> **WHAT NEEDS TO BE DONE**
Search the records for the word "transit". Copy every line where it appears.

> **DATA LISTING**
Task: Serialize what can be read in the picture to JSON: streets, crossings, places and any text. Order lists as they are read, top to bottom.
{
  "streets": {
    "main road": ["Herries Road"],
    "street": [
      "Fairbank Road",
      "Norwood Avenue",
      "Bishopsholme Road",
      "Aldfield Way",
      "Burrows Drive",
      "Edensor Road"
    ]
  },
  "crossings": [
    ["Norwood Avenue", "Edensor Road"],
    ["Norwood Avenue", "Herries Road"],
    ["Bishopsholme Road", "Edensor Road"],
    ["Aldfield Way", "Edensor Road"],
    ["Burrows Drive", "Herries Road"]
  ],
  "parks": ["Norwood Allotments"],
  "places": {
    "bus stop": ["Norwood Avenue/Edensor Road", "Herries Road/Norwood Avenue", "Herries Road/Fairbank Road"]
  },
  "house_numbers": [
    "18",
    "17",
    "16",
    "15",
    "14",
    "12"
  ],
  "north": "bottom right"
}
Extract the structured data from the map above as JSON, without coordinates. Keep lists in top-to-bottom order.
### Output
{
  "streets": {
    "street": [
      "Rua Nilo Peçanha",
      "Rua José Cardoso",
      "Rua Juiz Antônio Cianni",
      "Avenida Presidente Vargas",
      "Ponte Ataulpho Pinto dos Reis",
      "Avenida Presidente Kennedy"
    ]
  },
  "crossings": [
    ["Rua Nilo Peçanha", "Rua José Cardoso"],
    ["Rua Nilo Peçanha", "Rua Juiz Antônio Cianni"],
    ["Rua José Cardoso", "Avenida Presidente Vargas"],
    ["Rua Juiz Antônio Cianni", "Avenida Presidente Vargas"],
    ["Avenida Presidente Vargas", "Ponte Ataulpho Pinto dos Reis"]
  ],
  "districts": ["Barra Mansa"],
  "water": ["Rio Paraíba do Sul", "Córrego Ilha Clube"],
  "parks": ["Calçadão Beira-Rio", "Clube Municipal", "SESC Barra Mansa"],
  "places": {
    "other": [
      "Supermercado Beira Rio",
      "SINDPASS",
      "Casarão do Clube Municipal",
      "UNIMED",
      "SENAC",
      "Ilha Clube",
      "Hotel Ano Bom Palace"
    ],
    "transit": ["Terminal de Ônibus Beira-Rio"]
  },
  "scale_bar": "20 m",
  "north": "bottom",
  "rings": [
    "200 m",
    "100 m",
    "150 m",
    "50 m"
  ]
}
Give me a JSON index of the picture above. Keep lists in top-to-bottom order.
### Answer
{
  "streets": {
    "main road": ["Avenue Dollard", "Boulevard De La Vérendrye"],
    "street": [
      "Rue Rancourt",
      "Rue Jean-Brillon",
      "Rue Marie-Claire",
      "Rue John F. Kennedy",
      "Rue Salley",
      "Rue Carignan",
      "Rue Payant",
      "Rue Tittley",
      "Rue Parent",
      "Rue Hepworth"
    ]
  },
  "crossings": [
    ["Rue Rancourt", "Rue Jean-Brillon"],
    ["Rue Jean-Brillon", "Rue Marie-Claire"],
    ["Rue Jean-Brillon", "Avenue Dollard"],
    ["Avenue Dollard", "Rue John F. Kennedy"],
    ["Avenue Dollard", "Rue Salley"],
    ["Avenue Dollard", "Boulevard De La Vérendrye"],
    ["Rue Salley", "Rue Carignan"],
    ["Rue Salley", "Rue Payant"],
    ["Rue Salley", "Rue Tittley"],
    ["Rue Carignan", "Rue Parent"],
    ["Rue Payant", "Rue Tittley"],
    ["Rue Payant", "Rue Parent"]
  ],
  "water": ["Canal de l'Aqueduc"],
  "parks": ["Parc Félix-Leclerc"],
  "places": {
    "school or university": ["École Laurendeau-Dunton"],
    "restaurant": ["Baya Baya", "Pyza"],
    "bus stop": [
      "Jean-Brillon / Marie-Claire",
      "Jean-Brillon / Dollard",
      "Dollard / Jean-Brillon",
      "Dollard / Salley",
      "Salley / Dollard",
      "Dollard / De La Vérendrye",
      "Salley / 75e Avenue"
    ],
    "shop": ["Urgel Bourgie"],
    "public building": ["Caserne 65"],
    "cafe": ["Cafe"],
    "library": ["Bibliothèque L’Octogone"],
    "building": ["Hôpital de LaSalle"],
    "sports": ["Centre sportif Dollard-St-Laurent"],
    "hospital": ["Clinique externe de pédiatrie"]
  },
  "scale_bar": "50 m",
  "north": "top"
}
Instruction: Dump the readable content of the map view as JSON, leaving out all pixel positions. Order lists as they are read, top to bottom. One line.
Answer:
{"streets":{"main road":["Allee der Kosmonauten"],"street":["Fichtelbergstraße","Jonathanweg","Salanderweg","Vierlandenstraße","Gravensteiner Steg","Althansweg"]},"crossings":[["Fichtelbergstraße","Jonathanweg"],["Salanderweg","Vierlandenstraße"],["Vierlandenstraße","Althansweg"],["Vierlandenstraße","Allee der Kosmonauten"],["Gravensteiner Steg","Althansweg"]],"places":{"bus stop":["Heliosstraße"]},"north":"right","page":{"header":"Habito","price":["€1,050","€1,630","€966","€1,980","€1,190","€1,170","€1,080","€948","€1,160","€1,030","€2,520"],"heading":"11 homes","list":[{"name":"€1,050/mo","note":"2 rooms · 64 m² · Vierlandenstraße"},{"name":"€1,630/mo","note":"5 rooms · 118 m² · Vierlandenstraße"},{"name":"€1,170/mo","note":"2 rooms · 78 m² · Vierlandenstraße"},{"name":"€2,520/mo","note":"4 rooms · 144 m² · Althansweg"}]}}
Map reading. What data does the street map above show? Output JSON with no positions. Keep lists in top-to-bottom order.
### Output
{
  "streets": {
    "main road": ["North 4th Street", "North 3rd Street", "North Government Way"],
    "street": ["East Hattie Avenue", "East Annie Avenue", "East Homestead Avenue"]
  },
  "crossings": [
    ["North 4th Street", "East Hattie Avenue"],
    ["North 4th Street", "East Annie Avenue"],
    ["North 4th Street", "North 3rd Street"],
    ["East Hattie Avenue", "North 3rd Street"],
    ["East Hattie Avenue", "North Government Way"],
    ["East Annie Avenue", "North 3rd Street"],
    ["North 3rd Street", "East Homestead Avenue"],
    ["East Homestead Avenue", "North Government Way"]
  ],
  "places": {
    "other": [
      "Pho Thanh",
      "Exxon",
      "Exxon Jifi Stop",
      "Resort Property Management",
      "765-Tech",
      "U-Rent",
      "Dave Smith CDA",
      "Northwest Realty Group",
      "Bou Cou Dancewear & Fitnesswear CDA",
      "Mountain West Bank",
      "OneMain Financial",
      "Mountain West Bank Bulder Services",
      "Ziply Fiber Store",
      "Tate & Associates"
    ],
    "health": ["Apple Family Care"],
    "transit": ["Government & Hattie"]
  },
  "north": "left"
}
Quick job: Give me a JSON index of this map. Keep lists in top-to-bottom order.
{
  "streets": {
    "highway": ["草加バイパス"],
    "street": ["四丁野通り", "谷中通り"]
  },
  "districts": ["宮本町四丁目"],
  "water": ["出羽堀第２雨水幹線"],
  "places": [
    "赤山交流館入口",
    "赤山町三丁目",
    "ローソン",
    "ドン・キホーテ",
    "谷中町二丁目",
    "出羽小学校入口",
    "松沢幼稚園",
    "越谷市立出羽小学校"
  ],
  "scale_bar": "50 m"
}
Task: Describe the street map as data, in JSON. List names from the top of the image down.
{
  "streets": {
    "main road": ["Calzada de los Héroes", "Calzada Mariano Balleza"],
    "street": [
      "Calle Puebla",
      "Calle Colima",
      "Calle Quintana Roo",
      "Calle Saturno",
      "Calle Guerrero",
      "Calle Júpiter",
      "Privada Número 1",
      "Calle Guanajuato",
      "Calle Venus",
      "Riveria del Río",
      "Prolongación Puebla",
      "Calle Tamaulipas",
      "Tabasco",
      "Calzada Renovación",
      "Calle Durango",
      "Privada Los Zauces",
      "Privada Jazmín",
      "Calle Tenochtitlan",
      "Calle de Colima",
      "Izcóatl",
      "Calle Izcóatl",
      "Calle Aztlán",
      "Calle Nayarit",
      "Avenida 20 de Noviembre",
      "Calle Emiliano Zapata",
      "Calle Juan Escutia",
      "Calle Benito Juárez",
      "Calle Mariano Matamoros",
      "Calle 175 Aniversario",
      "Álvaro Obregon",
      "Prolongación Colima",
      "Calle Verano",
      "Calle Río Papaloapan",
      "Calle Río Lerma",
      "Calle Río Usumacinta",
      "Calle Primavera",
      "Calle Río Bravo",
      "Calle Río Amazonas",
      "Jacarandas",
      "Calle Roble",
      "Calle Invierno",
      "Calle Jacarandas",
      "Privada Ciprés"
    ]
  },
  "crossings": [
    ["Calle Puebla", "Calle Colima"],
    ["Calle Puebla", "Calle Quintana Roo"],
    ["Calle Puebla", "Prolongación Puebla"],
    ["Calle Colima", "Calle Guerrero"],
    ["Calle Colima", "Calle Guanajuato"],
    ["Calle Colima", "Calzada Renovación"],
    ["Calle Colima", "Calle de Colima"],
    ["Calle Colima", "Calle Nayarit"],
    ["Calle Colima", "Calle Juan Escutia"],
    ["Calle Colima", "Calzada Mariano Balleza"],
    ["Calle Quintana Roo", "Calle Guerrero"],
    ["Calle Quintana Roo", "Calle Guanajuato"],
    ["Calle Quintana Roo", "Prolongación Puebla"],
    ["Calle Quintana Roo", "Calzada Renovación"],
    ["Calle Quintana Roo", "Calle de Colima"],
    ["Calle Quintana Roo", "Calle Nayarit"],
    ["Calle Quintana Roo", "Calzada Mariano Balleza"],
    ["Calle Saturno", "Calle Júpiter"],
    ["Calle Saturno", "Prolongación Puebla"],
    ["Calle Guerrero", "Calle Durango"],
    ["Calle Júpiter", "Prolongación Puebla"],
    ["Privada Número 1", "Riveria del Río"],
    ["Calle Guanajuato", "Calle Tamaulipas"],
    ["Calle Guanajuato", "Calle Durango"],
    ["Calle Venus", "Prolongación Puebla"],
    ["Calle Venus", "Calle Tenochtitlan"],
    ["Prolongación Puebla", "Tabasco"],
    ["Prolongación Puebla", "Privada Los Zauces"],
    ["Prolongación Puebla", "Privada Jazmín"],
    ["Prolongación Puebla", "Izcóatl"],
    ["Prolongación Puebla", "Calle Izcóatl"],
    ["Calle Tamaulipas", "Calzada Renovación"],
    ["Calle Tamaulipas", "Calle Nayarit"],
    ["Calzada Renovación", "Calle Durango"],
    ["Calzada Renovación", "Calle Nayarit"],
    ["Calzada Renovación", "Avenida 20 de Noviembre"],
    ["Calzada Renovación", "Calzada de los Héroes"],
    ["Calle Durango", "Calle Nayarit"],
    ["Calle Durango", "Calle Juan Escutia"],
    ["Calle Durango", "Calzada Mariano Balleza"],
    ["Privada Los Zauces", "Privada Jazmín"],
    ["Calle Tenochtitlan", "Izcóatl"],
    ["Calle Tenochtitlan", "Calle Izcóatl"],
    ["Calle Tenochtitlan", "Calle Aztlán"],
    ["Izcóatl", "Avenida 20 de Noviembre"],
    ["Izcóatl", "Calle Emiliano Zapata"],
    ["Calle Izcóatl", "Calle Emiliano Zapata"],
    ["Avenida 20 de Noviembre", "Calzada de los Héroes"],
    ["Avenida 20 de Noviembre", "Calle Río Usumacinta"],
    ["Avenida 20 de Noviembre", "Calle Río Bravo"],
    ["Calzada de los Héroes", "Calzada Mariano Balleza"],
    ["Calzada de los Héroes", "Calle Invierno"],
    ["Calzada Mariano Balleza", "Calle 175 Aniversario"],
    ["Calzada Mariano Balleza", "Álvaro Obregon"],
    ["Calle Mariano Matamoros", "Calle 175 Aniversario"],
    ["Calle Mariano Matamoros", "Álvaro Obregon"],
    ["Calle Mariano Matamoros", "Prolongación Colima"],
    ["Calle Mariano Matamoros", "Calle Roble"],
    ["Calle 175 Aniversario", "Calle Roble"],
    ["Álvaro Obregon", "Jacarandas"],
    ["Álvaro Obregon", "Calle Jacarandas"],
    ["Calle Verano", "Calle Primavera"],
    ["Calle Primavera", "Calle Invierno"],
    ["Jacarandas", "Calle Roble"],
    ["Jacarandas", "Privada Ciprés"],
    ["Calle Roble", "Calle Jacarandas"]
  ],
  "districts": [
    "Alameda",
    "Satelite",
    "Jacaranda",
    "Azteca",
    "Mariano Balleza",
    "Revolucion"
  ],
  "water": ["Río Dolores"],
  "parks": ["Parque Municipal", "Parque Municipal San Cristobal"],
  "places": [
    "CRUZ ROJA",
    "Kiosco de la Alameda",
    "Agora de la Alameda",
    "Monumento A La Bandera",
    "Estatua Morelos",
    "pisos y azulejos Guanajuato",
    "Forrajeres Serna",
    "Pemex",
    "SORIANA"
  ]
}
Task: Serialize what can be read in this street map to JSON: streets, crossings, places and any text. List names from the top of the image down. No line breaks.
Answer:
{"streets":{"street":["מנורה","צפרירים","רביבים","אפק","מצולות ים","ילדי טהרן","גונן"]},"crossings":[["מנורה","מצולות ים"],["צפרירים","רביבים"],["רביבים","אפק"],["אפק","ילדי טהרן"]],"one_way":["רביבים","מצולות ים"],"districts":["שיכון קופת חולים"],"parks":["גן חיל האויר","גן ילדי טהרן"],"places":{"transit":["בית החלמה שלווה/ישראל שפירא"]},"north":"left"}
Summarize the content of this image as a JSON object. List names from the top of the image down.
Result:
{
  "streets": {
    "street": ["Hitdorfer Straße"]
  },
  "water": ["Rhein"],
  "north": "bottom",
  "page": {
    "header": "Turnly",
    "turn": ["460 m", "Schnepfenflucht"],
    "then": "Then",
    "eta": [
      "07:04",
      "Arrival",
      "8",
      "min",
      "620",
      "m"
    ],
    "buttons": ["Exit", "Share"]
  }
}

> **EXPECTED ANSWER**
    "transit": ["Terminal de Ônibus Beira-Rio"]
    "transit": ["Government & Hattie"]
{"streets":{"street":["מנורה","צפרירים","רביבים","אפק","מצולות ים","ילדי טהרן","גונן"]},"crossings":[["מנורה","מצולות ים"],["צפרירים","רביבים"],["רביבים","אפק"],["אפק","ילדי טהרן"]],"one_way":["רביבים","מצולות ים"],"districts":["שיכון קופת חולים"],"parks":["גן חיל האויר","גן ילדי טהרן"],"places":{"transit":["בית החלמה שלווה/ישראל שפירא"]},"north":"left"}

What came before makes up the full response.